About this exercise –
Each entry below should be reproduced character for character.

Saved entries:
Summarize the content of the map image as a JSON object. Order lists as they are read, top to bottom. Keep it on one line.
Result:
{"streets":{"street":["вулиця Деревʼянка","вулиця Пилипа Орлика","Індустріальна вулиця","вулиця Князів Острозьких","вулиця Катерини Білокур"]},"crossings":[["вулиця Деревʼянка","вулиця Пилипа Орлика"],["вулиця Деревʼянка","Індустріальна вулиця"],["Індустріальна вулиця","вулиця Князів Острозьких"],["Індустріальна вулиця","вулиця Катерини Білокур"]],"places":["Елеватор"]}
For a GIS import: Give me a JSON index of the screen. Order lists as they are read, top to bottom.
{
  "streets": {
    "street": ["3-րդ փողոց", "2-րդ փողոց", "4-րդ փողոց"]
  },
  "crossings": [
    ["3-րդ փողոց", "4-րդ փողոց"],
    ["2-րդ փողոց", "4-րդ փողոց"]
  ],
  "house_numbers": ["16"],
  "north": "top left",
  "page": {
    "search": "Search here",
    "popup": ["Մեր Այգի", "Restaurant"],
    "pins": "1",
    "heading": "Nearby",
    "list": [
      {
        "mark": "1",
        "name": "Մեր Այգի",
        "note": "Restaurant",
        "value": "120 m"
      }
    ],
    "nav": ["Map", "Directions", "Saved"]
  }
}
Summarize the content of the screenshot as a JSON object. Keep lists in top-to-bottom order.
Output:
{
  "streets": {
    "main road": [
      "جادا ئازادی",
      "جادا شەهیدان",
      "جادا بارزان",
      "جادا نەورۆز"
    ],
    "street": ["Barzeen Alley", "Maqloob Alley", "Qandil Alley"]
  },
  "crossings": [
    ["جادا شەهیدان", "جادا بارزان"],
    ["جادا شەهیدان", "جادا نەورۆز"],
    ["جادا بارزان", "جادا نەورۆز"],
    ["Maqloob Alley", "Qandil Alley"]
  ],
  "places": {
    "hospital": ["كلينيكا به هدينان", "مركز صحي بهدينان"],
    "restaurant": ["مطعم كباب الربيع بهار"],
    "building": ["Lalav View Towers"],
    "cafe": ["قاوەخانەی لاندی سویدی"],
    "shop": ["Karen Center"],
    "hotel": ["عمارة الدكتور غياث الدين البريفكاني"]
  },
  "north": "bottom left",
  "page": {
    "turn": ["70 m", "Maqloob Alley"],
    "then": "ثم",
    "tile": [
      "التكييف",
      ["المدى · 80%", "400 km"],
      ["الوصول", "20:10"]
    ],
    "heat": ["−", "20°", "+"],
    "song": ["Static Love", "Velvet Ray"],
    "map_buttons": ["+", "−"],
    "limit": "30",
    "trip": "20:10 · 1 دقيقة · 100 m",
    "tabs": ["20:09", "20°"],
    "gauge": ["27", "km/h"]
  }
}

Result of the task –
Summarize the content of the map image as a JSON object. Order lists as they are read, top to bottom. Keep it on one line.
Result:
{"streets":{"street":["вулиця Деревʼянка","вулиця Пилипа Орлика","Індустріальна вулиця","вулиця Князів Острозьких","вулиця Катерини Білокур"]},"crossings":[["вулиця Деревʼянка","вулиця Пилипа Орлика"],["вулиця Деревʼянка","Індустріальна вулиця"],["Індустріальна вулиця","вулиця Князів Острозьких"],["Індустріальна вулиця","вулиця Катерини Білокур"]],"places":["Елеватор"]}
For a GIS import: Give me a JSON index of the screen. Order lists as they are read, top to bottom.
{
  "streets": {
    "street": ["3-րդ փողոց", "2-րդ փողոց", "4-րդ փողոց"]
  },
  "crossings": [
    ["3-րդ փողոց", "4-րդ փողոց"],
    ["2-րդ փողոց", "4-րդ փողոց"]
  ],
  "house_numbers": ["16"],
  "north": "top left",
  "page": {
    "search": "Search here",
    "popup": ["Մեր Այգի", "Restaurant"],
    "pins": "1",
    "heading": "Nearby",
    "list": [
      {
        "mark": "1",
        "name": "Մեր Այգի",
        "note": "Restaurant",
        "value": "120 m"
      }
    ],
    "nav": ["Map", "Directions", "Saved"]
  }
}
Summarize the content of the screenshot as a JSON object. Keep lists in top-to-bottom order.
Output:
{
  "streets": {
    "main road": [
      "جادا ئازادی",
      "جادا شەهیدان",
      "جادا بارزان",
      "جادا نەورۆز"
    ],
    "street": ["Barzeen Alley", "Maqloob Alley", "Qandil Alley"]
  },
  "crossings": [
    ["جادا شەهیدان", "جادا بارزان"],
    ["جادا شەهیدان", "جادا نەورۆز"],
    ["جادا بارزان", "جادا نەورۆز"],
    ["Maqloob Alley", "Qandil Alley"]
  ],
  "places": {
    "hospital": ["كلينيكا به هدينان", "مركز صحي بهدينان"],
    "restaurant": ["مطعم كباب الربيع بهار"],
    "building": ["Lalav View Towers"],
    "cafe": ["قاوەخانەی لاندی سویدی"],
    "shop": ["Karen Center"],
    "hotel": ["عمارة الدكتور غياث الدين البريفكاني"]
  },
  "north": "bottom left",
  "page": {
    "turn": ["70 m", "Maqloob Alley"],
    "then": "ثم",
    "tile": [
      "التكييف",
      ["المدى · 80%", "400 km"],
      ["الوصول", "20:10"]
    ],
    "heat": ["−", "20°", "+"],
    "song": ["Static Love", "Velvet Ray"],
    "map_buttons": ["+", "−"],
    "limit": "30",
    "trip": "20:10 · 1 دقيقة · 100 m",
    "tabs": ["20:09", "20°"],
    "gauge": ["27", "km/h"]
  }
}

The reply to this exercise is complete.